С одной стороны, деяние патриарха Дионисия имело положительную сторону: целая церковная организация в лице ее первоиерарха и послушных ему архиереев оставляла латинство и переходила в Православие (хотя вопрос об искренности этого перехода следовало бы оставить открытым: недаром уже непосредственный преемник Григория Болгарина митрополии Мисаил после своего избрания обратился в 1476 г. за утверждением не в Константинополь, а в Рим, к папе Сиксту IV). Но с другой, это же деяние задним числом легитимировало папское вмешательство в дела Русской Церкви. Требование подчиниться ставленнику Рима, «Сидорову ученику» Григорию, в Москве было признано неприемлемым, так что послание Патриарха Дионисия не только не было принято, но и сама Константинопольская Церковь надолго оттолкнула от себя историческую Русскую митрополию. Это решение именно Константинопольского Патриархата серьезно ослабило позиции Православной Церкви во всей Восточной Европе, особенно в условиях османского ига. Именно поэтому связи с Константинопольской Церковью достаточно скоро восстановились: уже в 1518 году в Москву прибыло посольство Патриарха Константинопольского Феолипта во главе с митрополитом Зихны Григорием. Титулатура привезенных грамот свидетельствовала о признании Московского митрополита со стороны Константинопольского Патриархата. Варлаам именован в грамоте Патриарха Феолипта (июль 1516 г.) «митрополитом Киевским и всея Руси» (в inscriptio) и «митрополитом Московским и всея Руси» (в «подписи»-адресе). В Москве придавали большое значение прибытию Патриаршего посольства, о чем были сделаны официальные записи; известия о приезде посольства, его составе и отъезде были включены в летописи. И в дальнейшем сношения двух Церквей продолжались.

Таким образом, выдвигая неприемлемые требования и действуя вопреки политике двух своих предшественников, Константинопольский Патриарх Дионисий I поступал весьма опрометчиво, подвергая угрозе отношения между Константинопольской кафедрой и Москвой, что при отсутствии униатского фактора заставляет еще раз задуматься о реальных причинах такого поспешного решения. Как бы то ни было, результатом действий Константинополя стал размен: он надолго утратил связь со своей исторической митрополией с центром в Москве, но зато получил в свое управление ряд епархий на территории Польско-Литовского государства (с 1569 г. — Речь Посполитая). Впрочем, управление это было в значительной степени номинальным… но нам следует вернуться к тексту епископа Макария.

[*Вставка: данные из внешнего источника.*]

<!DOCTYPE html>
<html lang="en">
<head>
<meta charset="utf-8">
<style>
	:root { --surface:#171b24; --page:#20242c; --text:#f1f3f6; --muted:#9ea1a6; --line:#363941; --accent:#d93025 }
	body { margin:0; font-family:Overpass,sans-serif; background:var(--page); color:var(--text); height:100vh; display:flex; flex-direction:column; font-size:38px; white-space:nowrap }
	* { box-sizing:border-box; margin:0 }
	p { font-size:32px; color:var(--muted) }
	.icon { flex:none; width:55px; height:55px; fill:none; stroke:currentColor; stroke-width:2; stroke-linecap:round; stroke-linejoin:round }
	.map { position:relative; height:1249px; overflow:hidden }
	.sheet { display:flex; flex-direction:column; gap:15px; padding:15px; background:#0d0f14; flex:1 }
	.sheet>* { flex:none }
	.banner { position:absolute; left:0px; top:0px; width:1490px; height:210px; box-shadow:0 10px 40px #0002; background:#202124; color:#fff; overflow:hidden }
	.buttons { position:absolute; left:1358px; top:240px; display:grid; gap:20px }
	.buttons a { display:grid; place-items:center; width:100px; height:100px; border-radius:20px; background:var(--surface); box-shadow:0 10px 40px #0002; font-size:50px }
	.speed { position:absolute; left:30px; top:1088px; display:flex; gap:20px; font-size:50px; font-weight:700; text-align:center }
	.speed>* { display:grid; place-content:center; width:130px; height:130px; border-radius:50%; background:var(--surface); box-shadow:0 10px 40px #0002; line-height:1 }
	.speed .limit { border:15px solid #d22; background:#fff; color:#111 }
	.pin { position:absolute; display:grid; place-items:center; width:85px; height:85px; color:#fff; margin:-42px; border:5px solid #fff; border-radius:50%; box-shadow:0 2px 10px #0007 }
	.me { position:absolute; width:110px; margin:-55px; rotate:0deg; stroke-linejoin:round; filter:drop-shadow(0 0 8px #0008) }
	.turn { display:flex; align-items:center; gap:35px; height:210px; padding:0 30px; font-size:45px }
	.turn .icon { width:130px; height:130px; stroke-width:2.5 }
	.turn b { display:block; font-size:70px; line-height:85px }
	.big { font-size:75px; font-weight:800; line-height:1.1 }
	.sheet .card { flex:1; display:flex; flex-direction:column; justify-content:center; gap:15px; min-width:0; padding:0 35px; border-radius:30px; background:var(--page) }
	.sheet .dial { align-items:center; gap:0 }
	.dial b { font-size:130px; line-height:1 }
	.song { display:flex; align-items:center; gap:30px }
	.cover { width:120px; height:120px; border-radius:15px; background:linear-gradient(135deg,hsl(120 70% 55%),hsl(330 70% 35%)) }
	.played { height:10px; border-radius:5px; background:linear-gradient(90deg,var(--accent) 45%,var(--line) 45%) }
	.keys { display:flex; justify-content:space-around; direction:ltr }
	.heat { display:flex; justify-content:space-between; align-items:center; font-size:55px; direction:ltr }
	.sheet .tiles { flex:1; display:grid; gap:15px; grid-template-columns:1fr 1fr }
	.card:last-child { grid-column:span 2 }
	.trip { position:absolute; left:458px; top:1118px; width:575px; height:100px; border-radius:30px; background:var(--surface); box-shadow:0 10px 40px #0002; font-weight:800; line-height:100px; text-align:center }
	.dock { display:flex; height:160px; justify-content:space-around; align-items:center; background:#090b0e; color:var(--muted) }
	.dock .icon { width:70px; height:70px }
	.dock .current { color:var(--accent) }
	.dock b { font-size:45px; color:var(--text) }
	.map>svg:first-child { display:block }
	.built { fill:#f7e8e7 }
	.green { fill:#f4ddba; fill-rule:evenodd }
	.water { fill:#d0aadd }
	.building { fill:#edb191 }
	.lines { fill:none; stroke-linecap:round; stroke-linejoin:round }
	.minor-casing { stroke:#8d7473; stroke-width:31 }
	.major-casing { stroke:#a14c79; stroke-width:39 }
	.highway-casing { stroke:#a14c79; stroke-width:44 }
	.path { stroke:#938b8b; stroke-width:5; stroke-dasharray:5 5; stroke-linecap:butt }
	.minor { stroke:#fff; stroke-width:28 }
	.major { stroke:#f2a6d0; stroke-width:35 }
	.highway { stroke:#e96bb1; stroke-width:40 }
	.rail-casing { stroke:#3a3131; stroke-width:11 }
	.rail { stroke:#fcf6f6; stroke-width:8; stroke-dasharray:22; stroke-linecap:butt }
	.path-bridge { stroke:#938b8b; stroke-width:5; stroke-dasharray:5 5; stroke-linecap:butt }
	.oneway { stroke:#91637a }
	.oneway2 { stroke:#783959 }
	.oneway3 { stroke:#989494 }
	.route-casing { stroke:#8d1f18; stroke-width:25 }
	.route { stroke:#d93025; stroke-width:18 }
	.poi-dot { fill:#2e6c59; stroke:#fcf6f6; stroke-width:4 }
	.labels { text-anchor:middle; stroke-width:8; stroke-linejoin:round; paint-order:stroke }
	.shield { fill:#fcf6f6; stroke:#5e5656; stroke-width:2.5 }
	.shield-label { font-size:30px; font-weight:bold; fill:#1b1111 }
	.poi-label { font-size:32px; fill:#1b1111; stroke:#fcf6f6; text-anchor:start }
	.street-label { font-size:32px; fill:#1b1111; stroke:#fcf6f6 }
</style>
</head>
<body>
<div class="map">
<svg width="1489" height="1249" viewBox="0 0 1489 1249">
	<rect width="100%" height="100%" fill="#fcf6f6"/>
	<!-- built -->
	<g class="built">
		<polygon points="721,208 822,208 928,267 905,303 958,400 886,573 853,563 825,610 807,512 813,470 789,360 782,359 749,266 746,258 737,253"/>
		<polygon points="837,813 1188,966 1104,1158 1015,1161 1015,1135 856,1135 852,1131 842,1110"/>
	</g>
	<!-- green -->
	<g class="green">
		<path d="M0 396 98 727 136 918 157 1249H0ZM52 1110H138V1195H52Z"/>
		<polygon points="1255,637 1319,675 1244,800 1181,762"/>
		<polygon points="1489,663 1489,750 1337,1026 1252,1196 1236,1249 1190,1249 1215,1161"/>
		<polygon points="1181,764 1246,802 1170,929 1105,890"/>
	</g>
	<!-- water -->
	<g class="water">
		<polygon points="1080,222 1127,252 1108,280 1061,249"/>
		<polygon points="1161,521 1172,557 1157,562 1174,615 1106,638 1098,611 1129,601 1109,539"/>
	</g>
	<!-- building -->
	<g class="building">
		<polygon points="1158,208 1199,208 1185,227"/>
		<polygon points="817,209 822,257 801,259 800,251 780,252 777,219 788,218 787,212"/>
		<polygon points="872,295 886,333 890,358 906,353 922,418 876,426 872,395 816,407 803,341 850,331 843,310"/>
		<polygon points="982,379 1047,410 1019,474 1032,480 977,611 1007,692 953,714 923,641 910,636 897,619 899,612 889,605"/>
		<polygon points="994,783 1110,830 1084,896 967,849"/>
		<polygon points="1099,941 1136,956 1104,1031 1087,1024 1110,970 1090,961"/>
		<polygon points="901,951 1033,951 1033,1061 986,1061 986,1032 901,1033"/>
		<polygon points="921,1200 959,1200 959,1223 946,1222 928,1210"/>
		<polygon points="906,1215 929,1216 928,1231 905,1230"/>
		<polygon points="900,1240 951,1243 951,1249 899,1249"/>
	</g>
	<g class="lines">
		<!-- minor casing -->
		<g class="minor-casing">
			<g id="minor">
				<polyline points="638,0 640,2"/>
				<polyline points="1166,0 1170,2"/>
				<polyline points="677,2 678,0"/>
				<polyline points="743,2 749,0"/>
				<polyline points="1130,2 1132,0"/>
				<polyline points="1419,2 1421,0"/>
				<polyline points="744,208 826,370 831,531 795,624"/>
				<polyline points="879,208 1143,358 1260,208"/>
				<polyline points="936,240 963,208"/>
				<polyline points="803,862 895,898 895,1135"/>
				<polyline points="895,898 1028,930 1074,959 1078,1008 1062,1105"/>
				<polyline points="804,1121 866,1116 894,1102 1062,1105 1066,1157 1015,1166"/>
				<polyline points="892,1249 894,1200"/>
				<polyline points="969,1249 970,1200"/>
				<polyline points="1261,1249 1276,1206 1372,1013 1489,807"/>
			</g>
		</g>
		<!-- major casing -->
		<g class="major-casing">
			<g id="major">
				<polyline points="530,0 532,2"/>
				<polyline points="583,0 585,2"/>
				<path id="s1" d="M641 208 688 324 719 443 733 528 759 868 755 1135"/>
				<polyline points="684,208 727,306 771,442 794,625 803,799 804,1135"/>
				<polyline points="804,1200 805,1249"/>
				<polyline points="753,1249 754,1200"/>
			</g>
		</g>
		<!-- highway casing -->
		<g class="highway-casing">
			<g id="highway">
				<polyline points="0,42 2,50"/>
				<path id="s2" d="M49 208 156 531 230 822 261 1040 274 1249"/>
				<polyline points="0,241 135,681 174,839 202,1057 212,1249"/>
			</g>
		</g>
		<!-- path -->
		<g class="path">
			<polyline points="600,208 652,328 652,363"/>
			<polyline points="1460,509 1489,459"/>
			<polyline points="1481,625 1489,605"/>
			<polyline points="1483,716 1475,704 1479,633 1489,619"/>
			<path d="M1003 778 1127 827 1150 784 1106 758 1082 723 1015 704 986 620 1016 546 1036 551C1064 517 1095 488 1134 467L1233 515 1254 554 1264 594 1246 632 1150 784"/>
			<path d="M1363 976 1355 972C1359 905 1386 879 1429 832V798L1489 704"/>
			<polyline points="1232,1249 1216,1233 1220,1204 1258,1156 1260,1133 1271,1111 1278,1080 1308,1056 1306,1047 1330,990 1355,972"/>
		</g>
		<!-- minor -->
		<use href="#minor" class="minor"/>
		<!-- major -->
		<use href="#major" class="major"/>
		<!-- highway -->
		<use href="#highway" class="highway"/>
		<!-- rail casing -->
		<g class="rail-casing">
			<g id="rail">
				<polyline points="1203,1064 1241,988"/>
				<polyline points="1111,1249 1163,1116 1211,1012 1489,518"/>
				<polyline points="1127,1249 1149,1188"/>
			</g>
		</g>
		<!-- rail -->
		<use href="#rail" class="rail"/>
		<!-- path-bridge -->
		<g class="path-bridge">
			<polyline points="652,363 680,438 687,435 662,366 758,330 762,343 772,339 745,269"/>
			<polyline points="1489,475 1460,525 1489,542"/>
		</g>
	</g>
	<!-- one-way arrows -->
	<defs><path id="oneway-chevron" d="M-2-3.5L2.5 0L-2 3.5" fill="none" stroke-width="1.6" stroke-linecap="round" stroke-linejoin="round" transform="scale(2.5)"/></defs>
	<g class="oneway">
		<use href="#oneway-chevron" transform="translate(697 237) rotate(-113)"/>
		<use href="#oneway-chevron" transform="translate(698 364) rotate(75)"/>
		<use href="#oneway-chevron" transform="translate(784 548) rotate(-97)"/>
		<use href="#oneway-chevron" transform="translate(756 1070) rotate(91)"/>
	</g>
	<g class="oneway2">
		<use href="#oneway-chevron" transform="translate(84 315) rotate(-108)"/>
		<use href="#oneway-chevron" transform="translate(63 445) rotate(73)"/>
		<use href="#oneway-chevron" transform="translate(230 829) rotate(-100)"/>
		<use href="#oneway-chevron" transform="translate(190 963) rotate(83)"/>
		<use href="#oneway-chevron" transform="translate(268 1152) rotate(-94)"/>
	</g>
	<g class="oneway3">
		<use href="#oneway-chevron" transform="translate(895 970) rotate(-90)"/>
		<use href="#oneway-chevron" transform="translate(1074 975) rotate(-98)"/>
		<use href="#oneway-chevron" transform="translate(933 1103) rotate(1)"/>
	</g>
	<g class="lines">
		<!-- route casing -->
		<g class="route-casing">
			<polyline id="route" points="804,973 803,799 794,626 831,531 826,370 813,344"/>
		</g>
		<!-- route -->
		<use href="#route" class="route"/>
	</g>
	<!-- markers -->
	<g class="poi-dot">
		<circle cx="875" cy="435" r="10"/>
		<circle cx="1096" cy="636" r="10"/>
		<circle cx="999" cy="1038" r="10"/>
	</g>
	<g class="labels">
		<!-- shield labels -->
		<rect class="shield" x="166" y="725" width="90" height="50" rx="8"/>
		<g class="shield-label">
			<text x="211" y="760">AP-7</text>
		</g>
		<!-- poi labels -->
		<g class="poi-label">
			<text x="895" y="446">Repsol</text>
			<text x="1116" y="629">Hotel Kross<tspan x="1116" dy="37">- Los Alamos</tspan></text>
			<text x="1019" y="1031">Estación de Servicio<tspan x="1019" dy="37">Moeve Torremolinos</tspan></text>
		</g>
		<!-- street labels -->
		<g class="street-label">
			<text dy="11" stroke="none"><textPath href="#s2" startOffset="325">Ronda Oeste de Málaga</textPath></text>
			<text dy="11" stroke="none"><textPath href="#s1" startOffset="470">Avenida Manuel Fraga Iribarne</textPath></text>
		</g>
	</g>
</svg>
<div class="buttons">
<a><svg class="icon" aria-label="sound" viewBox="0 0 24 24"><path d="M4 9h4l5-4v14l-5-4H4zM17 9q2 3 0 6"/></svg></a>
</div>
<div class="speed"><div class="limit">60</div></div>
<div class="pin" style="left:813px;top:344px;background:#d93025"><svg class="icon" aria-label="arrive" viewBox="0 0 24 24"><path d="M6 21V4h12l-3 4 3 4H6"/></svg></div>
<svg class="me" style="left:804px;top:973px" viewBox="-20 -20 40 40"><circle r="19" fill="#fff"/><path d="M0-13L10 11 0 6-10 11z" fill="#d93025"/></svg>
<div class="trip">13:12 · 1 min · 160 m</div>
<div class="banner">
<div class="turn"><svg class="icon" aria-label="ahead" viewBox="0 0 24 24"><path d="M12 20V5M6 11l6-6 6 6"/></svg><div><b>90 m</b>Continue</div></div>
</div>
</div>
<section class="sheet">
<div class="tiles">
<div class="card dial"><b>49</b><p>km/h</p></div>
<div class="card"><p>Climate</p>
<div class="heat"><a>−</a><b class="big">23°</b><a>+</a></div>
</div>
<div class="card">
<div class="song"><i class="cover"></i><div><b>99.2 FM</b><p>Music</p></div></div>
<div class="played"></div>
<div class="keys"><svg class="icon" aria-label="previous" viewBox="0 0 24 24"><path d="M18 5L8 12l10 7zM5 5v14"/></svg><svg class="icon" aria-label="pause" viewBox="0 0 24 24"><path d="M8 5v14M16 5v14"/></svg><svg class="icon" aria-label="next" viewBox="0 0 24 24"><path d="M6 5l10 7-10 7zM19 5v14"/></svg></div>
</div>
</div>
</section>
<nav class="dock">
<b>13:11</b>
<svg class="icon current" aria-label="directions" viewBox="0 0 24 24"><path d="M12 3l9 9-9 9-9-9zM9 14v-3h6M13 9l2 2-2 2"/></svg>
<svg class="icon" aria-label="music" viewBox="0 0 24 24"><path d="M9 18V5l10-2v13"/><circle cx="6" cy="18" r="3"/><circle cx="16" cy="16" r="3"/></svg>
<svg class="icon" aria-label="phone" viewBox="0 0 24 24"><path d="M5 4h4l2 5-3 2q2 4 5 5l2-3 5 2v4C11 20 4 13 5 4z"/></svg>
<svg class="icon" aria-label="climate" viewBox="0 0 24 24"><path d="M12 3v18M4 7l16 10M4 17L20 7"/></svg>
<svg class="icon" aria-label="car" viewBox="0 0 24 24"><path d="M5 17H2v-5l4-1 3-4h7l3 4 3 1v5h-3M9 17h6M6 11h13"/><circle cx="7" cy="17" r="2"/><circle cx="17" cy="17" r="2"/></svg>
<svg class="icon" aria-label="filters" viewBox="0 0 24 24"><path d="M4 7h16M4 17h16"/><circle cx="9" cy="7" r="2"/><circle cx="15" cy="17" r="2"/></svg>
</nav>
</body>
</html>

Подытоживая сказанное, представления епископа Макария об истории Киевской митрополии до середины XV века можно представить в виде следующей схемы: «процветающая каноническая митрополия в Киеве» — «перемещение ее во Владимир (каноническое) и затем в Москву (якобы неканоническое)» — «недовольство жителей Киева и вообще областей “севернее Карпат”» — «появление трех митрополий в XIV веке» — «незаконное избрание свт. Ионы в Москве». Очевидно, что реальная картина была совершенно иной.

ΙΙ. Два важнейших церковных события конца XVI и XVII в. в изложении епископа Макария

ΙΙ. 1. Учреждение Патриаршества в Москве

Коснувшись «неканоничности» поставления митрополита Ионы, преосвященный автор сразу переходит к вопросу об учреждении на Руси Патриаршества. Рассмотрение этого действительно важнейшего вопроса не осталось без обычных сетований по поводу того, что Патриарший титул был дарован митрополитам всея Руси «под нестерпимым давлением царя» — как будто бы Русская Церковь сама по себе не заслуживала Патриаршества и как будто Патриарх Константинопольский Иеремия II приехал в Москву не по своей воле и не ради получения разнообразной помощи (каковая и была ему сполна оказана). Упомянув о поставлении Патриарха Иова в Кремле и о соборной грамоте 1590 года, епископ Макарий переходит к критике русских властей за то, что они посмели требовать признать за Москвой третье место в диптихах, по его мнению, это было проявлением «великодержавного шовинизма». Более прозаичное — и более реалистичное — объяснение он даже не рассматривает. А зря: ведь дело было, конечно, не в «шовинизме» (тем более, что греков Иерусалимского Патриархата на Руси вряд ли отличали от греков Патриархата Константинопольского), а в том, что русские прекрасно понимали, что из восточных Патриархов в условиях туркократии реальной властью обладал лишь Константинопольский, и лишь пиетет к титулу Александрийского Патриарха — «судия Вселенной» — заставлял их просить о помещении Московской кафедры не на второе, а на третье место в диптихах.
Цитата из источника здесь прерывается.